TASK INSTRUCTIONS ▸ Records follow. Copy every line with "cover".

Saved data entries
++++++++++

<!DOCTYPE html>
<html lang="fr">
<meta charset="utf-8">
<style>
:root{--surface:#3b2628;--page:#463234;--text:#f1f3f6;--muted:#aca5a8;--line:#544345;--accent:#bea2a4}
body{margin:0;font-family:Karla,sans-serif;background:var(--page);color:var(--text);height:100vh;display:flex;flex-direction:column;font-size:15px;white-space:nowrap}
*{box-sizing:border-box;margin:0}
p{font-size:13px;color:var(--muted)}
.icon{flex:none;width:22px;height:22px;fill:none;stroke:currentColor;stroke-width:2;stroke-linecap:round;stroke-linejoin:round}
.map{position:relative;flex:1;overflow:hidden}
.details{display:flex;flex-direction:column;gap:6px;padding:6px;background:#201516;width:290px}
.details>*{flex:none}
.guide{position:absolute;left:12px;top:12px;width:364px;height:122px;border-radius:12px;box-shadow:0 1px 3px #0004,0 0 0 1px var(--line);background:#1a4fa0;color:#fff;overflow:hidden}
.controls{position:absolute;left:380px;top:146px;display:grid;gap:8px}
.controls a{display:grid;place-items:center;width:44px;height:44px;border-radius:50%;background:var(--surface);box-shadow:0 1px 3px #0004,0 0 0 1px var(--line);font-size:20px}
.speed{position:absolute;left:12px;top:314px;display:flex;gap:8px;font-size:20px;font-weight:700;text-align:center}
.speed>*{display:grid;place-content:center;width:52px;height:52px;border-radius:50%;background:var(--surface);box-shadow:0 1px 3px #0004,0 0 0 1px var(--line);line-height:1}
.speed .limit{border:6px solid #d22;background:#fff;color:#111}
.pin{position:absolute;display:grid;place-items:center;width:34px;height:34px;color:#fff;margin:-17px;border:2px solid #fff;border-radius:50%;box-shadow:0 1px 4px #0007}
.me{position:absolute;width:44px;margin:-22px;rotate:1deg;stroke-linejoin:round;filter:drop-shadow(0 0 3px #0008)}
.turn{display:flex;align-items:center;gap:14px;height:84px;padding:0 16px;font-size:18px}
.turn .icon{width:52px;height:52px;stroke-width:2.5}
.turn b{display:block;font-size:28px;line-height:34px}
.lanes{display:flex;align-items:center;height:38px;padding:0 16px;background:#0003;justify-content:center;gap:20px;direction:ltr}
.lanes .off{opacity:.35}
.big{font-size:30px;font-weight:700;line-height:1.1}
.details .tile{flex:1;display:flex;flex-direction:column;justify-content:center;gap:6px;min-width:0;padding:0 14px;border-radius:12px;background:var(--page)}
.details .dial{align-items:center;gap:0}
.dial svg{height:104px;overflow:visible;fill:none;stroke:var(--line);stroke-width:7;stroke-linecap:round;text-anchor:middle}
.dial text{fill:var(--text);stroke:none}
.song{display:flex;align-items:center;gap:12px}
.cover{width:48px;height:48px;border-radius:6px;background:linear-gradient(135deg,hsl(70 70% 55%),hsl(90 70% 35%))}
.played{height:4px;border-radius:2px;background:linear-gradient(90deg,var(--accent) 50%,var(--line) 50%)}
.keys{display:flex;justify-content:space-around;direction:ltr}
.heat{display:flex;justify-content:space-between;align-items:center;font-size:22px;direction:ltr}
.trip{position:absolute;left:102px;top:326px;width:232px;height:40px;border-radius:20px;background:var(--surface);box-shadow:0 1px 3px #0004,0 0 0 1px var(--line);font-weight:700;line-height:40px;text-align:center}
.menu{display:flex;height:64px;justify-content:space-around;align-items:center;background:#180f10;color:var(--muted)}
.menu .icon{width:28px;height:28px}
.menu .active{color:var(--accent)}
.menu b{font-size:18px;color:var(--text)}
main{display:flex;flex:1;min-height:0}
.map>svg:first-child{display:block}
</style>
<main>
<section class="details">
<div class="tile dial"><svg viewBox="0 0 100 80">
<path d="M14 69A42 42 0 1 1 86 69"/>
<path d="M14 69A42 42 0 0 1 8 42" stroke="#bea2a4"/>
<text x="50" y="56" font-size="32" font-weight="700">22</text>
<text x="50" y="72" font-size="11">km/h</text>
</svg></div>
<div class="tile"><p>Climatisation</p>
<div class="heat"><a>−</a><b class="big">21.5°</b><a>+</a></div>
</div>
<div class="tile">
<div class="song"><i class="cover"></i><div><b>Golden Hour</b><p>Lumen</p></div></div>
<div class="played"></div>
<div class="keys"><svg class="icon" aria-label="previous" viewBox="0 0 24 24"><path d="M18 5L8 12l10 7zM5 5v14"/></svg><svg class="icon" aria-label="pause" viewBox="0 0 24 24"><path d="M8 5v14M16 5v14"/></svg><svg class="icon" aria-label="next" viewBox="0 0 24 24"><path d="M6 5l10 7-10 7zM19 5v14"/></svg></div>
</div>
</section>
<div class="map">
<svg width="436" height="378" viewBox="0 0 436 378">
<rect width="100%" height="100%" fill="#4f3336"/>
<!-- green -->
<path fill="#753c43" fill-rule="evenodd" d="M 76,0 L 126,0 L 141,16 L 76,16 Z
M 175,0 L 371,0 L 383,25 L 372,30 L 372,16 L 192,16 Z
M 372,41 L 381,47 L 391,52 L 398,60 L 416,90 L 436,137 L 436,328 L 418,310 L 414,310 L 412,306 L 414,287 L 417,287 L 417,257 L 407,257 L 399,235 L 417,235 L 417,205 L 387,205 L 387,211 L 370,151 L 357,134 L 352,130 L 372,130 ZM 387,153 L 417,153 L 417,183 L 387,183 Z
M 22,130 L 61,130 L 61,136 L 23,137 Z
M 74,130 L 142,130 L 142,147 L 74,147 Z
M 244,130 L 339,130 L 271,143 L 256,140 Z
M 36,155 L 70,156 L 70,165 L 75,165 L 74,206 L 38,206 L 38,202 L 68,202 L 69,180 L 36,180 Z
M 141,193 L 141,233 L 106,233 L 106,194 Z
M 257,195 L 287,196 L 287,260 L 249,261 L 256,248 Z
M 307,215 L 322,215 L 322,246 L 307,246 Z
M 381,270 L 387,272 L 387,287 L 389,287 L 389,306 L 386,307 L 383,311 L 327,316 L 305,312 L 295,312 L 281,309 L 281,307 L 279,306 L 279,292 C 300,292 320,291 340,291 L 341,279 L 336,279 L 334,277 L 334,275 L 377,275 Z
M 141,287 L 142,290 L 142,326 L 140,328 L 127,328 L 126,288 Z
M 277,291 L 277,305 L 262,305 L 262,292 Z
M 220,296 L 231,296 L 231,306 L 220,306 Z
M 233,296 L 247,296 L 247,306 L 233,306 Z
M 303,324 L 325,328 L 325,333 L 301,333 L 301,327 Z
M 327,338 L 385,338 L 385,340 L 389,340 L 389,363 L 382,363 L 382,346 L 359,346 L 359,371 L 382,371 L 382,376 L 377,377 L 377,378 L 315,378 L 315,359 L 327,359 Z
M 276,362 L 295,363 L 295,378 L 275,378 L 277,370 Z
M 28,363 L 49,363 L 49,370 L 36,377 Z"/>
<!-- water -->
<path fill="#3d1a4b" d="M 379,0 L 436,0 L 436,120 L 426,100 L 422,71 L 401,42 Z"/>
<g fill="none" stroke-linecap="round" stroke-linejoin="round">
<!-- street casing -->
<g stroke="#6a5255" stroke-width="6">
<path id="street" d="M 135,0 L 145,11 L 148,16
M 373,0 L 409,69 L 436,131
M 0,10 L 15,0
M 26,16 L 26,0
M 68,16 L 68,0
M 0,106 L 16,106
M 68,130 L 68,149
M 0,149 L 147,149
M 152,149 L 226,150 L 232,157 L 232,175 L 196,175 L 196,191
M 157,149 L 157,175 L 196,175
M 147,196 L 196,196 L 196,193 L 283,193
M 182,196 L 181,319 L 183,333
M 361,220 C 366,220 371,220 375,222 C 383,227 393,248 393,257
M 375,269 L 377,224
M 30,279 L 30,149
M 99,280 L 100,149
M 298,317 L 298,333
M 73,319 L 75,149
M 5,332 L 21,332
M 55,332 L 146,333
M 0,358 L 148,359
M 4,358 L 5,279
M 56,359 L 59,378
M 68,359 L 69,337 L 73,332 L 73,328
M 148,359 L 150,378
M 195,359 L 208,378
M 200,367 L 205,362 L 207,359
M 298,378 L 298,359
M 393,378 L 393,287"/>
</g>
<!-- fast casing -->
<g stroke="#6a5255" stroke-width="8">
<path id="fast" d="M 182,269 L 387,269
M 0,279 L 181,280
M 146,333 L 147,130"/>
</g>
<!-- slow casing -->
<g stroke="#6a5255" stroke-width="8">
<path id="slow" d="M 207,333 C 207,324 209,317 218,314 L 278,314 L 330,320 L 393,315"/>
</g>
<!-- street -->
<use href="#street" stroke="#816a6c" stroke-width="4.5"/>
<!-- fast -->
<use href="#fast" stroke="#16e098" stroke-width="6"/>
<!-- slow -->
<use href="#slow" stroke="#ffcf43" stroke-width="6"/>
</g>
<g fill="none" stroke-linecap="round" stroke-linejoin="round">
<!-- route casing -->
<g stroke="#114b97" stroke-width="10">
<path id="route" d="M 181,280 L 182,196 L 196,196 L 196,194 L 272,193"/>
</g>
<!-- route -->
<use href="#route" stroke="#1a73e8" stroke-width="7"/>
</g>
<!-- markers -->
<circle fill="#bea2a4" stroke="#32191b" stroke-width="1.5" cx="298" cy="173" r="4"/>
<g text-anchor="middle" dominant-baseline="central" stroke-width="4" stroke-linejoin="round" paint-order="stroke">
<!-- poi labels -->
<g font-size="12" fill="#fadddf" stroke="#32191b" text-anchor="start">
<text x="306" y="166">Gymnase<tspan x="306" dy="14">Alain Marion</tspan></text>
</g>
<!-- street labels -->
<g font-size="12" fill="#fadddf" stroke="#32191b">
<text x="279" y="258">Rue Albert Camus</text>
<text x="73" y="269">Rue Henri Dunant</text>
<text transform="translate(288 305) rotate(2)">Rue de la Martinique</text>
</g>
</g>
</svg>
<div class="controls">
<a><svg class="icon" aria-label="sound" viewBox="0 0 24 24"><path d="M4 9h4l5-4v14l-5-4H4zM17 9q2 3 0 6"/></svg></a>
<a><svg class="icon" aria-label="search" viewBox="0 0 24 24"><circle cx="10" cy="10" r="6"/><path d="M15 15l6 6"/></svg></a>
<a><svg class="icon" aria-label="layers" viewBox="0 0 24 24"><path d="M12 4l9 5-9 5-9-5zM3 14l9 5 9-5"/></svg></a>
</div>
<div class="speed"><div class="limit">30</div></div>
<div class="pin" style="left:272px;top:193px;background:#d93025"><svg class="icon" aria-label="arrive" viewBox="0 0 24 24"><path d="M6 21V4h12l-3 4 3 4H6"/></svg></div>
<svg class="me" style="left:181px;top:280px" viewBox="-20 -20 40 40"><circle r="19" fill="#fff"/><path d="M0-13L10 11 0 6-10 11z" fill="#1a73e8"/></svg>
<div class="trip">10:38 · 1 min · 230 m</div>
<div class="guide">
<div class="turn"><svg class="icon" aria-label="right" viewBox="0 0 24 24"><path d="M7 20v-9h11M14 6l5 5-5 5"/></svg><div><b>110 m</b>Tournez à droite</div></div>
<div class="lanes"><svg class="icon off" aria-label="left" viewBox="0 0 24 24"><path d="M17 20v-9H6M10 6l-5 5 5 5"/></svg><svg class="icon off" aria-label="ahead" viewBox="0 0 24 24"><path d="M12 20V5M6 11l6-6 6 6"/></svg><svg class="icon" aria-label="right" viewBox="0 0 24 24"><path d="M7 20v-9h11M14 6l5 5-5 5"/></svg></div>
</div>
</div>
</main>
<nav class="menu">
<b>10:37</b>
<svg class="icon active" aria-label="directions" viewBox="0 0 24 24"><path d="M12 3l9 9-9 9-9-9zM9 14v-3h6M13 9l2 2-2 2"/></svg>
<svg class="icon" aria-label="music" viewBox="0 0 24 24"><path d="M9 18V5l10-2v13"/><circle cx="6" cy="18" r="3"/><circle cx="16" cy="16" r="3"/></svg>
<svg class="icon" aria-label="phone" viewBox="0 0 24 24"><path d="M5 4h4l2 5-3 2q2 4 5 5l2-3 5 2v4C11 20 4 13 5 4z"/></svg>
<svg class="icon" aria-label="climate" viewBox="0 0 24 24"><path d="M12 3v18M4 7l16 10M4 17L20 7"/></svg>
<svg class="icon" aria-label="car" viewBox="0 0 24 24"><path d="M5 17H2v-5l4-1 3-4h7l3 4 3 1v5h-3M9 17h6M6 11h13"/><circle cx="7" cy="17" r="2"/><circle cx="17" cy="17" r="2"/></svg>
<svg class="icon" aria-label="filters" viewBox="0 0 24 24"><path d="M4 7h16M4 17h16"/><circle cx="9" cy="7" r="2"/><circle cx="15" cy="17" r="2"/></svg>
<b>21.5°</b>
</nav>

++++++++++

TASK RESPONSE ▸
.cover{width:48px;height:48px;border-radius:6px;background:linear-gradient(135deg,hsl(70 70% 55%),hsl(90 70% 35%))}
<div class="song"><i class="cover"></i><div><b>Golden Hour</b><p>Lumen</p></div></div>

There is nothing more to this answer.